Tuesday, December 8, 2015

[Event] Satu jam berguru kepada Sang Pujangga Legendaris Indonesia - Sapardi Djoko Damono


credit here, editted by me
Siapa yang tak kenal puisi di atas, walaupun mungkin beberapa orang tak pernah tahu siapa penulisnya tapi pastilah pernah- setidaknya sekali seumur hidup membaca sajak di atas di kertas-kertas undangan pernikahan, di bawah tulisan-tulisan doa pernikahan.

Melalui acara IRF 2015 yang diselenggarakan dua hari (5 & 6 Desember) kemarin, saya berkesempatan mengikuti Workshop Menulis Puisi bersama Pujangga Legendaris Indonesia yang telah menelurkan ratusan sajak kenamaan yaitu Bapak Sapardi Djoko Darmono.
Hari itu, ditengah hujan siang hari di awal bulan Desember,
Acara yang seharusnya di jadwal pukul 13.00 WIB ternyata tertunda hampir setengah jam, entah apa alasannya yang pasti ketika saya menengok sekeliling ruang kelas, kelas menulis puisi siang itu sudah dipenuhi para peserta yang bersungguh-sungguh ingin menimba ilmu singkat bersama Bapak Sapardi.

Sekitar pukul 2 siang, akhirnya pak Sapardi datang berjalan pelan ke depan kelas ditemani dengan tongat kayu setengah badan. Kelas serta merta hening, khusyu siap mengikuti pelajaran yang mungkin hanya dapat kami ikuti satu kali seumur hidup.

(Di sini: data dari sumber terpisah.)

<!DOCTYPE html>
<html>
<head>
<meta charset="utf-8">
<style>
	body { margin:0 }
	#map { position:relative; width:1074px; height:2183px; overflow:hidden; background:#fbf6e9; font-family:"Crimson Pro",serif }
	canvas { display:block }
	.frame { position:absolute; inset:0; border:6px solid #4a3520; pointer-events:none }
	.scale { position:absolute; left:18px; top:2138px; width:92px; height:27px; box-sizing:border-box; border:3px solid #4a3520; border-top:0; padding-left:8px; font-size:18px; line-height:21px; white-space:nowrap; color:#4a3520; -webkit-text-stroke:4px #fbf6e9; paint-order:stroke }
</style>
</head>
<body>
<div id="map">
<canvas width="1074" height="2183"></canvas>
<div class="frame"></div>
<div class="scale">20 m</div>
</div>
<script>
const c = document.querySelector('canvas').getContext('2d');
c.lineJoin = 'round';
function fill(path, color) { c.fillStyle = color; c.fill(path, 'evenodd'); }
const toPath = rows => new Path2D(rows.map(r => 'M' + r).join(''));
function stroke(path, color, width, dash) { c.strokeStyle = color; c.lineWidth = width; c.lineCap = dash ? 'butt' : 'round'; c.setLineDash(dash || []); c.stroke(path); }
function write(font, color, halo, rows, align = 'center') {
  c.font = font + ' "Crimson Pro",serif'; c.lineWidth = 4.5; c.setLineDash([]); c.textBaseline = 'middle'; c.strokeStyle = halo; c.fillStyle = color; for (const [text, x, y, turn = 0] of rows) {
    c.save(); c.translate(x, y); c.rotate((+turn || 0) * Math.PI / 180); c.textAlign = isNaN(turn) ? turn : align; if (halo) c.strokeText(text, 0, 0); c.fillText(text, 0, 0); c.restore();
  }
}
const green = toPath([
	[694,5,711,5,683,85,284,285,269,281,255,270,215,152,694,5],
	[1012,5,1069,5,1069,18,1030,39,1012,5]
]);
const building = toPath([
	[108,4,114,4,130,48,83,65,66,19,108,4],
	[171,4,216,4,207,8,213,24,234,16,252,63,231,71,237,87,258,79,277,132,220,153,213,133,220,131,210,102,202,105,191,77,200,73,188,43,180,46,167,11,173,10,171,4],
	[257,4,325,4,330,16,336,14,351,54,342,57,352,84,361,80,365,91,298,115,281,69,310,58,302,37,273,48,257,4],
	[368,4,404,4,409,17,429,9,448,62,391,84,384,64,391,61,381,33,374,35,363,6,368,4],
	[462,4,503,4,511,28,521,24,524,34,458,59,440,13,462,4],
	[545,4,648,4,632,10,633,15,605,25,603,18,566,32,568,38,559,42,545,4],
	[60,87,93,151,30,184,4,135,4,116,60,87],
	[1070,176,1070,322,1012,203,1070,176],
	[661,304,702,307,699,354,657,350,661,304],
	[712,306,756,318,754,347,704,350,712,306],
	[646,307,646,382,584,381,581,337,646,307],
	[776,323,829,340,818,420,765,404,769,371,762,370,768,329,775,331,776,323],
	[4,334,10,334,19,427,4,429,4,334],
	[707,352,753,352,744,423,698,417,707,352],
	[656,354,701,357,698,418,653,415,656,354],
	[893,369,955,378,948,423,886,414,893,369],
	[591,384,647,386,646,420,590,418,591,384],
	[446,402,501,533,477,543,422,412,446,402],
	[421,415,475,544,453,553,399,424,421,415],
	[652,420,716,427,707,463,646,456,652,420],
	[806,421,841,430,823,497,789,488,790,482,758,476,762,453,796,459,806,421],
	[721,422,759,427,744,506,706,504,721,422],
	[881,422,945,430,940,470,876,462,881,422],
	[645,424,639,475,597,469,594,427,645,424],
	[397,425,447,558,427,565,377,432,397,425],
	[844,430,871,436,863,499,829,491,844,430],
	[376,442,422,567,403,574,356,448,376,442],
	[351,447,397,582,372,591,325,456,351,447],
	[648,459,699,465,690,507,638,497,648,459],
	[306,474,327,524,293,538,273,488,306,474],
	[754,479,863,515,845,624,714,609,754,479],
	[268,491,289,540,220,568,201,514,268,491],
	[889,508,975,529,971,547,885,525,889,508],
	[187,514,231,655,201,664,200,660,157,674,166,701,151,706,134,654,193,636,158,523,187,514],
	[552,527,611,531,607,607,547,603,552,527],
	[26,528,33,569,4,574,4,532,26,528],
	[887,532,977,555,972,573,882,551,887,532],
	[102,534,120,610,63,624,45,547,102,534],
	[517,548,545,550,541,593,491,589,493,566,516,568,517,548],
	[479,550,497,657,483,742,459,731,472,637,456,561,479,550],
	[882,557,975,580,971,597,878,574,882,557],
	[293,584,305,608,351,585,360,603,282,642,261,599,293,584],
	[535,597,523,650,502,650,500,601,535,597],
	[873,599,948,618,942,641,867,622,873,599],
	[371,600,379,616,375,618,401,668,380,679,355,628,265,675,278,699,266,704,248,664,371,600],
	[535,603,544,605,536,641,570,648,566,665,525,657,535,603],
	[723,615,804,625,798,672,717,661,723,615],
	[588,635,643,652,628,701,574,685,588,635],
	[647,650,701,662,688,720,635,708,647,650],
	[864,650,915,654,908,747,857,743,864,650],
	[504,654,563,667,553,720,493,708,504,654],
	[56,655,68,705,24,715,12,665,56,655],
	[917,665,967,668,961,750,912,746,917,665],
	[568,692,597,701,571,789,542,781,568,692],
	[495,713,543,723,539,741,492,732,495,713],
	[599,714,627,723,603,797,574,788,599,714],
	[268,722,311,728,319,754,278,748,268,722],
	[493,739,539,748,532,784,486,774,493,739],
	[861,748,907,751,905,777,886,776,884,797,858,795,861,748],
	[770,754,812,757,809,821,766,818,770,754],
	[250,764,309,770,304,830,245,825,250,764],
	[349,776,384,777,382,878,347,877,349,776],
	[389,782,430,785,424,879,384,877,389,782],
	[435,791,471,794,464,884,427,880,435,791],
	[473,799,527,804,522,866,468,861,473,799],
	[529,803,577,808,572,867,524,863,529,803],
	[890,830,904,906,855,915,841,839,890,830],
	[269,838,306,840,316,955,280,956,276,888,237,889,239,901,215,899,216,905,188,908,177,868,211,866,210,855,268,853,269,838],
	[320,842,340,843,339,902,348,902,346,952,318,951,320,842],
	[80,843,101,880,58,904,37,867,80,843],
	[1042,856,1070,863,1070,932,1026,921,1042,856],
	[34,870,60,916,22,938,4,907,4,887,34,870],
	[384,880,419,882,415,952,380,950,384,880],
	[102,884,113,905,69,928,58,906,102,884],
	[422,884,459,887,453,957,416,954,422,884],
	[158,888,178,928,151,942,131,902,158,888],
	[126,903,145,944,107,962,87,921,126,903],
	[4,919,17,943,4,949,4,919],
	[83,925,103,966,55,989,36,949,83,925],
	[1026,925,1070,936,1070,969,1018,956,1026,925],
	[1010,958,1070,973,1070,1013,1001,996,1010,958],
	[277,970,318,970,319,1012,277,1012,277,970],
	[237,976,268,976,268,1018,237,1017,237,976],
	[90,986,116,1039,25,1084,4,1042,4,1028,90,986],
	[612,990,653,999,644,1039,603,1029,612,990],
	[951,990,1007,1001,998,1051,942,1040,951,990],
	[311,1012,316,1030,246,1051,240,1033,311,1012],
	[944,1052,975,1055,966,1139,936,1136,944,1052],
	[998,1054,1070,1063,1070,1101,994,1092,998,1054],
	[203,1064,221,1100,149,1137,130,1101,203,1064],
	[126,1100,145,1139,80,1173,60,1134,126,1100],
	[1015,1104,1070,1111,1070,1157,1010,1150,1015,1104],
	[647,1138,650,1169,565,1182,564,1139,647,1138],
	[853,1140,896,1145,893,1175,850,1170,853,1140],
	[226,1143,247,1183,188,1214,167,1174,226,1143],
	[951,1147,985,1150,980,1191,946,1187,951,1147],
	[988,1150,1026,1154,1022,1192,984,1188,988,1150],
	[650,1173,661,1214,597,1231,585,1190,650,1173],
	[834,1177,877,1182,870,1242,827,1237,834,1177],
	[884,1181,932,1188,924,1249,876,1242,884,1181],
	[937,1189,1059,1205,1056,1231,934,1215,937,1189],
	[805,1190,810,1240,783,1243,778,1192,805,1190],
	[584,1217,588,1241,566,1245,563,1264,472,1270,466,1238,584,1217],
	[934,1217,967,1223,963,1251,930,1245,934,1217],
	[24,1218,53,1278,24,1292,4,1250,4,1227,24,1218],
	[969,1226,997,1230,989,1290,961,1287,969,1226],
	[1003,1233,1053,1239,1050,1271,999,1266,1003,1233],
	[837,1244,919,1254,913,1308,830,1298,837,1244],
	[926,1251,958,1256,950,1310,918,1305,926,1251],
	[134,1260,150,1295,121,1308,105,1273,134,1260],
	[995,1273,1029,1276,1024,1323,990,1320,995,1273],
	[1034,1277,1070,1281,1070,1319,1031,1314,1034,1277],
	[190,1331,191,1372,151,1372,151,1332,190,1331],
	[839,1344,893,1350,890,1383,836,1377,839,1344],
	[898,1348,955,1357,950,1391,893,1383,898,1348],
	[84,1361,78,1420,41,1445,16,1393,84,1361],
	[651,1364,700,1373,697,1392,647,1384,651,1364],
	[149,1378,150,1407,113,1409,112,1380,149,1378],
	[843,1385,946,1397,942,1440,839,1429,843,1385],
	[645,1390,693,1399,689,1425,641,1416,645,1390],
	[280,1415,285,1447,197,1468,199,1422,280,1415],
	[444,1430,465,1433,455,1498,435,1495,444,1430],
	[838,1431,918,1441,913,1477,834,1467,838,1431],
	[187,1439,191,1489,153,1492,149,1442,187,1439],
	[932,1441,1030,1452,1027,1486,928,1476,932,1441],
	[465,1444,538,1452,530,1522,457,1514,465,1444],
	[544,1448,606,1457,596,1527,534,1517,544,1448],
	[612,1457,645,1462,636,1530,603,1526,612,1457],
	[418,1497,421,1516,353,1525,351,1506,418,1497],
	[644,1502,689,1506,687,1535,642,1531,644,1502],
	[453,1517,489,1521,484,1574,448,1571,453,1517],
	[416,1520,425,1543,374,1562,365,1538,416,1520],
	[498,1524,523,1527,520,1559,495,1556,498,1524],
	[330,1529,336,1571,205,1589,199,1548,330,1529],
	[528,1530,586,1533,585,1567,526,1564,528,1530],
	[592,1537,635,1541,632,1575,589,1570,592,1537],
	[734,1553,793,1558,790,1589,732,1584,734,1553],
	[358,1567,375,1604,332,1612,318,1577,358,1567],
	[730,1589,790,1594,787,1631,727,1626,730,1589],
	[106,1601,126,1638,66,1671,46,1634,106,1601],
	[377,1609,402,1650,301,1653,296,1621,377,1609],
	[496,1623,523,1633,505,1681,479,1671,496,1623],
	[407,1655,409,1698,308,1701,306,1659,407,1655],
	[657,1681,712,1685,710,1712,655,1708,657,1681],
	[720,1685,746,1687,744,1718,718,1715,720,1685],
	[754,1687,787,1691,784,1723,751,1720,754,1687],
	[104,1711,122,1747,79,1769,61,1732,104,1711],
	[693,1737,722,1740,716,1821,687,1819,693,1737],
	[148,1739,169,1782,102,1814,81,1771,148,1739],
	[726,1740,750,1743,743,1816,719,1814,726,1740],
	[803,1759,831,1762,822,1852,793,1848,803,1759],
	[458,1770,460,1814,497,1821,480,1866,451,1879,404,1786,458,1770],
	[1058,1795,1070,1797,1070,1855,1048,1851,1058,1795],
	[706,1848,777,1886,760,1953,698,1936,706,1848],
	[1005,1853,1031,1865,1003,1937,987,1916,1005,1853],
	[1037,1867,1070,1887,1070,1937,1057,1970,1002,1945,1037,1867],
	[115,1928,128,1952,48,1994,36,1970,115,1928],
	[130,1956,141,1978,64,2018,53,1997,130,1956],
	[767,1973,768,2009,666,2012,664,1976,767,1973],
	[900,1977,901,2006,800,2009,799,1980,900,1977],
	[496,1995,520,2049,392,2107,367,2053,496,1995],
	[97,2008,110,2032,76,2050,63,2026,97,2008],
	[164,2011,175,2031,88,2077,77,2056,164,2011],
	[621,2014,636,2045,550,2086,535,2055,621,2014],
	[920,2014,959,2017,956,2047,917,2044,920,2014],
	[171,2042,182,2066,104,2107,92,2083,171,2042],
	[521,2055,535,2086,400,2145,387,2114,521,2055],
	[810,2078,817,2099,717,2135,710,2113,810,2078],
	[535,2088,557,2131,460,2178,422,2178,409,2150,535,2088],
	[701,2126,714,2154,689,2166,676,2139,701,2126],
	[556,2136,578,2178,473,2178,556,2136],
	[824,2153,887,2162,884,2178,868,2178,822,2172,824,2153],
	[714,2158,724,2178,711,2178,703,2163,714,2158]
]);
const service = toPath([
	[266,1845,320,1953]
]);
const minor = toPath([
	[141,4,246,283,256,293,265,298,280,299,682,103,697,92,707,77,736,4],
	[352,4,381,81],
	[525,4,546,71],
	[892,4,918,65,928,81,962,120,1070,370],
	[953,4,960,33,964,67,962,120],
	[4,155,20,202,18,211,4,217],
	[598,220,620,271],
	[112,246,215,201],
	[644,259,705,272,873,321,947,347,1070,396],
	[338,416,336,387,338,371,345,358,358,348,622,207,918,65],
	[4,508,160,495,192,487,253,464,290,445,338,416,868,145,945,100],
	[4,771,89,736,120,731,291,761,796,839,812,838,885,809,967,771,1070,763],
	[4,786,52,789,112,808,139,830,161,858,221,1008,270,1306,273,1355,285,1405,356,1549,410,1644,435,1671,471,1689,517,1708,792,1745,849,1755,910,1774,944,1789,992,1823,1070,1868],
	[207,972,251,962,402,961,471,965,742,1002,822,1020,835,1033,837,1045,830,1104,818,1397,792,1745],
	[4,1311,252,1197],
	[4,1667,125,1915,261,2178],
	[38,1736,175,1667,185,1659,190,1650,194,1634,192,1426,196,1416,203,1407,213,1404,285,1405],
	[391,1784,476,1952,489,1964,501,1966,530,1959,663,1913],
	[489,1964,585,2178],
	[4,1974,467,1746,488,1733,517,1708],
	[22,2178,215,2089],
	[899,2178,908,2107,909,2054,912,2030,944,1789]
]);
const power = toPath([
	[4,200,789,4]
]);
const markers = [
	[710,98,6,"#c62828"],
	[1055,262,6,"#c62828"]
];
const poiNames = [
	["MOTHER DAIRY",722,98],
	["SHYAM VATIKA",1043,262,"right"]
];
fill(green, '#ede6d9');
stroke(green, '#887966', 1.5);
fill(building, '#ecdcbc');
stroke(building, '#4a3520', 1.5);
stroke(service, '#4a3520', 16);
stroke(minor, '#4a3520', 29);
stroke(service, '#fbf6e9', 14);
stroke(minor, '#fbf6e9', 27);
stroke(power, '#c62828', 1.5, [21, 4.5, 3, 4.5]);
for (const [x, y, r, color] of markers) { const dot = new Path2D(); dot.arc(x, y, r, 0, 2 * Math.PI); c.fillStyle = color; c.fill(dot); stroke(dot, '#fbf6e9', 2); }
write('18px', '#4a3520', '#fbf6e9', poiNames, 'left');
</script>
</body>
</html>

Puisi seperti yang diungkapkan oleh Pak Sapardi adalah Sebermula bunyi, bukan aksara, teknologi lah yang menjadikannya aksara. Puisi tidak untuk dipahami tapi untuk dihayati. Kesulitan dalam menulis puisi adalah jangan pernah menulis saat marah, karena kalau tidak,bisa-bisa puisi yang dituliskan isinya tanda pentung semua, itulah kenapa salah satu tips saat menulis puisi adalah melepaskan diri dari emosi.
Sesi berikutnya dilanjutkan dengan tanya-jawab, salah seorang peserta menanyakan "Bapak, bagaimana awal mula puisinya diperbolehkan untuk dimusikalisasi?" lalu Pak Sapardi menjawab, "Saya mengijinkannya untuk dibuat menjadi lagu karena saya menganggapnya sebagai kendaraan, tanpa dibikin lagu, mungkin puisi saya tidak akan dikenal luas saat ini, dan akan selamanya hanya akan ada di pojok kecil majalah lama, tapi dengan dibuat menjadi bentuk lagu, sajak saya bisa dikenal orang-orang tua dan muda"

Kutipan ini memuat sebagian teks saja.